If he does not succeed as a historian (it can be read as “If he cannot make millions of Dollars/Euros/Pound-Sterlings with his books of such historical works, which are less in content, but more in pomp on cover pages), he would like to try his luck as Sociologist. Just before leaving for the market as a sort of sight-seeing, he had seen in the TV in his hotel-lounge (In his room, he always watches History TV to prepare his notes) that Bangladesh lost to India in the first one-day international of the series on that day.
Then, he was expecting, at the best a disappointing, and at the worst a belligerent reaction from the citizens of Bangladesh if that topic was brought about in any discussion. But, to his utter disbelief, there was jubilation everywhere in the houses with TV sets on. Though he could not see the TV screens per se, he could see the TV Screen’s radiating glow, out in the rooms, through narrow openings of windows and doors. Apart from that, he could hear the thumping sounds both from TV sets and from the people watching it.
He was literally flabbergasted by the Bangladeshis’ sportsman spirit, which while transcending the patriotism – often termed as narrow-patriotism by university academics –, has made the people to celebrate Indians’ victory over their own team.
When he shared this information with his Taxi driver in a mixture of English and Bangla with pleasant surprise writ large on his face, the latter laughed aloud and replied that they were all celebrating World-Cup football.

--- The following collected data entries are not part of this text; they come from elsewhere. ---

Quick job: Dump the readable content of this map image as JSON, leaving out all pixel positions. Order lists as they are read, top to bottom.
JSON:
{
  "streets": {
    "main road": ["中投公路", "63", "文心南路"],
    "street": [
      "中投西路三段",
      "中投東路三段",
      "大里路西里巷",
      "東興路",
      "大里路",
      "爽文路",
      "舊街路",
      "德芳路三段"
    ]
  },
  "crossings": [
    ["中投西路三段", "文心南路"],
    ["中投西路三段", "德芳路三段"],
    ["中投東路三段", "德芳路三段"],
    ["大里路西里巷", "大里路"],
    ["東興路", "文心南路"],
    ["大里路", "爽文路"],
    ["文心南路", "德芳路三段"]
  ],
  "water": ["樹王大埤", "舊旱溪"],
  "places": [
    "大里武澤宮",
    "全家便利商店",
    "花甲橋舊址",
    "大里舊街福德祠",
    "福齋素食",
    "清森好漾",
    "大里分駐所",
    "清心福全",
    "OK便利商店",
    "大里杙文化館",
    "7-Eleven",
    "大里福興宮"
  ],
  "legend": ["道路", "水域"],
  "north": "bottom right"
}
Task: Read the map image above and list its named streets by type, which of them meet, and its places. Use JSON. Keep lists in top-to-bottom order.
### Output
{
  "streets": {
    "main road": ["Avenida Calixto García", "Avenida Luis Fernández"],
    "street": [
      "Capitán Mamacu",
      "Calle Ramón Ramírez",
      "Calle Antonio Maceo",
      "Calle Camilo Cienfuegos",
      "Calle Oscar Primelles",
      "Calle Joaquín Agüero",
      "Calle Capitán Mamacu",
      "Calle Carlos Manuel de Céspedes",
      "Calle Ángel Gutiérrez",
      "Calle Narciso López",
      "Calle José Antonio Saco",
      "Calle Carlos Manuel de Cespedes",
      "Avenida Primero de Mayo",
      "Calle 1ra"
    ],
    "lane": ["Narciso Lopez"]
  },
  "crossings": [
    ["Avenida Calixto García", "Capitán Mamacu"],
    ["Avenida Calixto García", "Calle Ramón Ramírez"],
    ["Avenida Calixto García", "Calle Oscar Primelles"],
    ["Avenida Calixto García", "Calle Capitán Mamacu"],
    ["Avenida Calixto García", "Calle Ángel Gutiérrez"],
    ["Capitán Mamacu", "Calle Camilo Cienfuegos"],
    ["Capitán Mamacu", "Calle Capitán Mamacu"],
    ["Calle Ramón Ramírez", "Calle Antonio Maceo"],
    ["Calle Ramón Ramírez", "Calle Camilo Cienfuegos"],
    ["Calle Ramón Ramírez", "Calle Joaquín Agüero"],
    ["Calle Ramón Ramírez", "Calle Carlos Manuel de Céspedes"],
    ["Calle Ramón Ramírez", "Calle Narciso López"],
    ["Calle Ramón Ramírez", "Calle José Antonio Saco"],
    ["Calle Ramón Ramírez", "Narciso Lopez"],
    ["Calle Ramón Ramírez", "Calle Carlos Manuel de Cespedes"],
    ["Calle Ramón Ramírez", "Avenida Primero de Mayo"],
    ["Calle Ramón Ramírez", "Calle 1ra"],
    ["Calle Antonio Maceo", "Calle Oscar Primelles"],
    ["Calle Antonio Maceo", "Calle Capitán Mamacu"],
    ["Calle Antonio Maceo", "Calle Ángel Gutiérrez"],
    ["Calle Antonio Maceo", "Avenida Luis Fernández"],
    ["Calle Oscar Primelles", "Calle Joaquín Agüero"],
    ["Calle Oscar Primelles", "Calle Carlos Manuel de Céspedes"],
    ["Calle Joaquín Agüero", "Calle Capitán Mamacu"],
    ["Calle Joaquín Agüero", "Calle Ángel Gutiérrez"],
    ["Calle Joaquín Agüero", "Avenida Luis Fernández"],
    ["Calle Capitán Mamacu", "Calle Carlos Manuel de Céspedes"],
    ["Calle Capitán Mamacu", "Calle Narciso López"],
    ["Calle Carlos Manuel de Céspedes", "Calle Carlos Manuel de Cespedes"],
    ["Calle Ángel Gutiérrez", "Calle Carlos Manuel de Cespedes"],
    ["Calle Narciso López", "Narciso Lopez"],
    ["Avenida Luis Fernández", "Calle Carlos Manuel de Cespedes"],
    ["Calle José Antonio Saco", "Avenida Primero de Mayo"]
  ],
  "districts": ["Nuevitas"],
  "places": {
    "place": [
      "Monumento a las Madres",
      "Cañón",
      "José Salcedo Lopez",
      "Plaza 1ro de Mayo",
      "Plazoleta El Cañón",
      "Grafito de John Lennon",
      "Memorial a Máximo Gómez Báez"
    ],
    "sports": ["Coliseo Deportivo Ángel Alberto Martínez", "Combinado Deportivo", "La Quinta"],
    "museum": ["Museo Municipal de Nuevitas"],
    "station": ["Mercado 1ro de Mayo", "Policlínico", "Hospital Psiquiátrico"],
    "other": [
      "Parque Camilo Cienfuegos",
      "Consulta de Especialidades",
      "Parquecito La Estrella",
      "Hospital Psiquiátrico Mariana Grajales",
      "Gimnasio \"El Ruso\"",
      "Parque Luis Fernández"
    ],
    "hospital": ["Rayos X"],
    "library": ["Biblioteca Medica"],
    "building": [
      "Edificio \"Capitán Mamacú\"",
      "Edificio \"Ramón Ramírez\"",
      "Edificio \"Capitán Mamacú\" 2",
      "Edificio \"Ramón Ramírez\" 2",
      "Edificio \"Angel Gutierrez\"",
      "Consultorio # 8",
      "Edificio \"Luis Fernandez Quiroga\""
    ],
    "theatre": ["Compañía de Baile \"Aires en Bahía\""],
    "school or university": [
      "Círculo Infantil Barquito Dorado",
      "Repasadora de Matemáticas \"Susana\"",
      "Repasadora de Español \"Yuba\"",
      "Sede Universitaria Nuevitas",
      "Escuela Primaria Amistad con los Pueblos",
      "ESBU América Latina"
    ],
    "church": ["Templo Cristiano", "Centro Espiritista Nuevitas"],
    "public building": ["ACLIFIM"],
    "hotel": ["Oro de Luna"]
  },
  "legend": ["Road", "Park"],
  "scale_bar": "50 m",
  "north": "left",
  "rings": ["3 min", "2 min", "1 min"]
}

Now, it was another surprise for Englishman. How could it be for no live coverage was there for no foot-ball matches were scheduled at that time? Again Taxi driver laughed and replied that they were all watching highlights of England-Italy match. The British-man was really stunned and shocked at such a Foot-ball fervour of Bengalis. Then, Taxi driver informed that every Bengali on Earth feels, thinks, talks Football as if he was the one, who taught the nuances of Foot-ball to Pele/Johan Cruyff/Maradona/Lionel Messi.
Immediately after returning to his Hotel, the British Historian started scribbling notes for his next novel. He tentatively titled it as “The People, who taught Pele Football”.